All lines from the one containing "Convert this street" down to the final line of the entries below: return them exactly.

Extracted data entries:

# # # # # # #

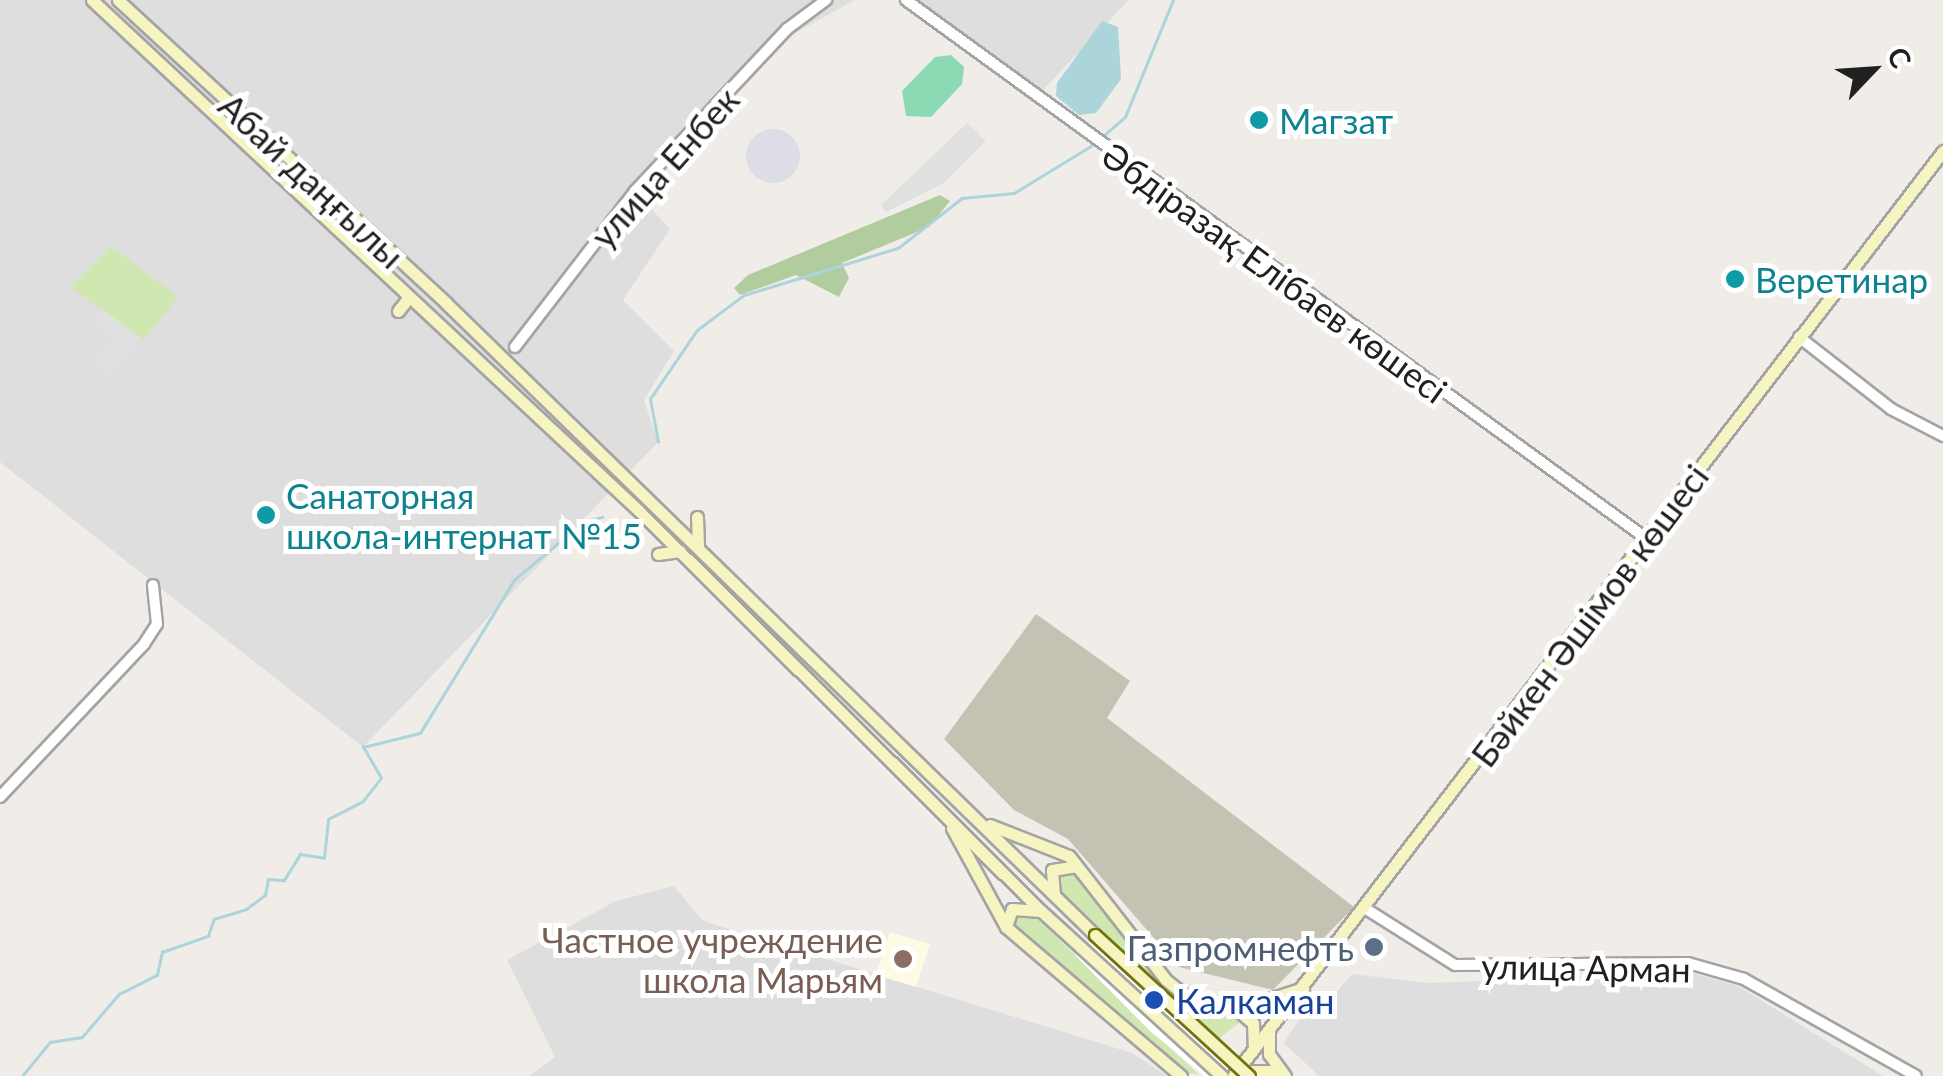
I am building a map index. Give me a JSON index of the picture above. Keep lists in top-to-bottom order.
{
  "streets": {
    "main road": ["Абай даңғылы", "Бәйкен Әшімов көшесі"],
    "street": ["улица Енбек", "Әбдіразақ Елібаев көшесі", "улица Арман"]
  },
  "crossings": [
    ["Әбдіразақ Елібаев көшесі", "Бәйкен Әшімов көшесі"],
    ["Бәйкен Әшімов көшесі", "улица Арман"]
  ],
  "places": [
    "Магзат",
    "Веретинар",
    "Санаторная школа-интернат №15",
    "Газпромнефть",
    "Частное учреждение школа Марьям",
    "Калкаман"
  ],
  "north": "top right"
}
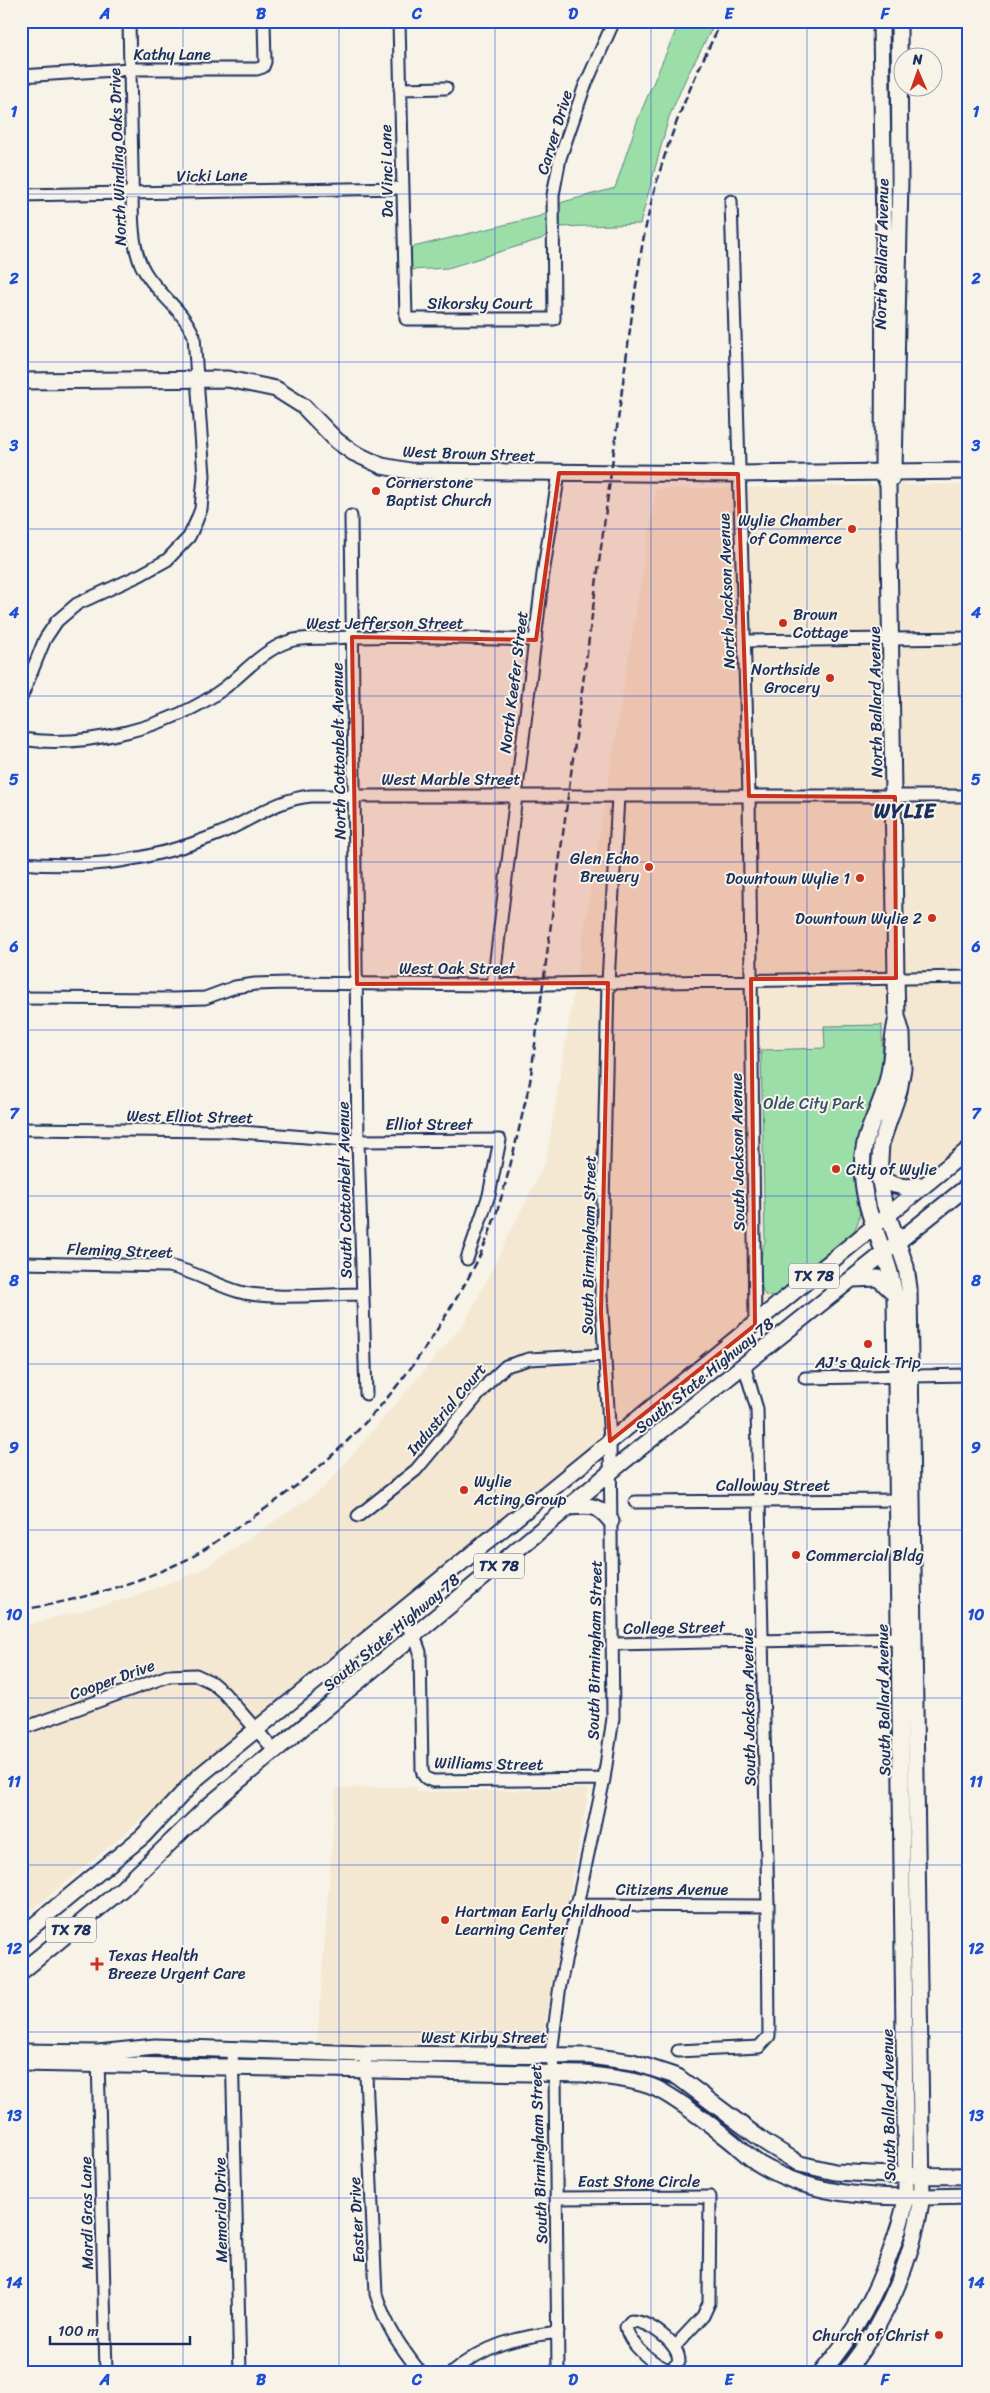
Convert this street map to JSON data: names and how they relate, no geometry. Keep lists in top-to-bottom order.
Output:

# # # # # # #

• **Solution to the exercise**:
Convert this street map to JSON data: names and how they relate, no geometry. Keep lists in top-to-bottom order.
Output:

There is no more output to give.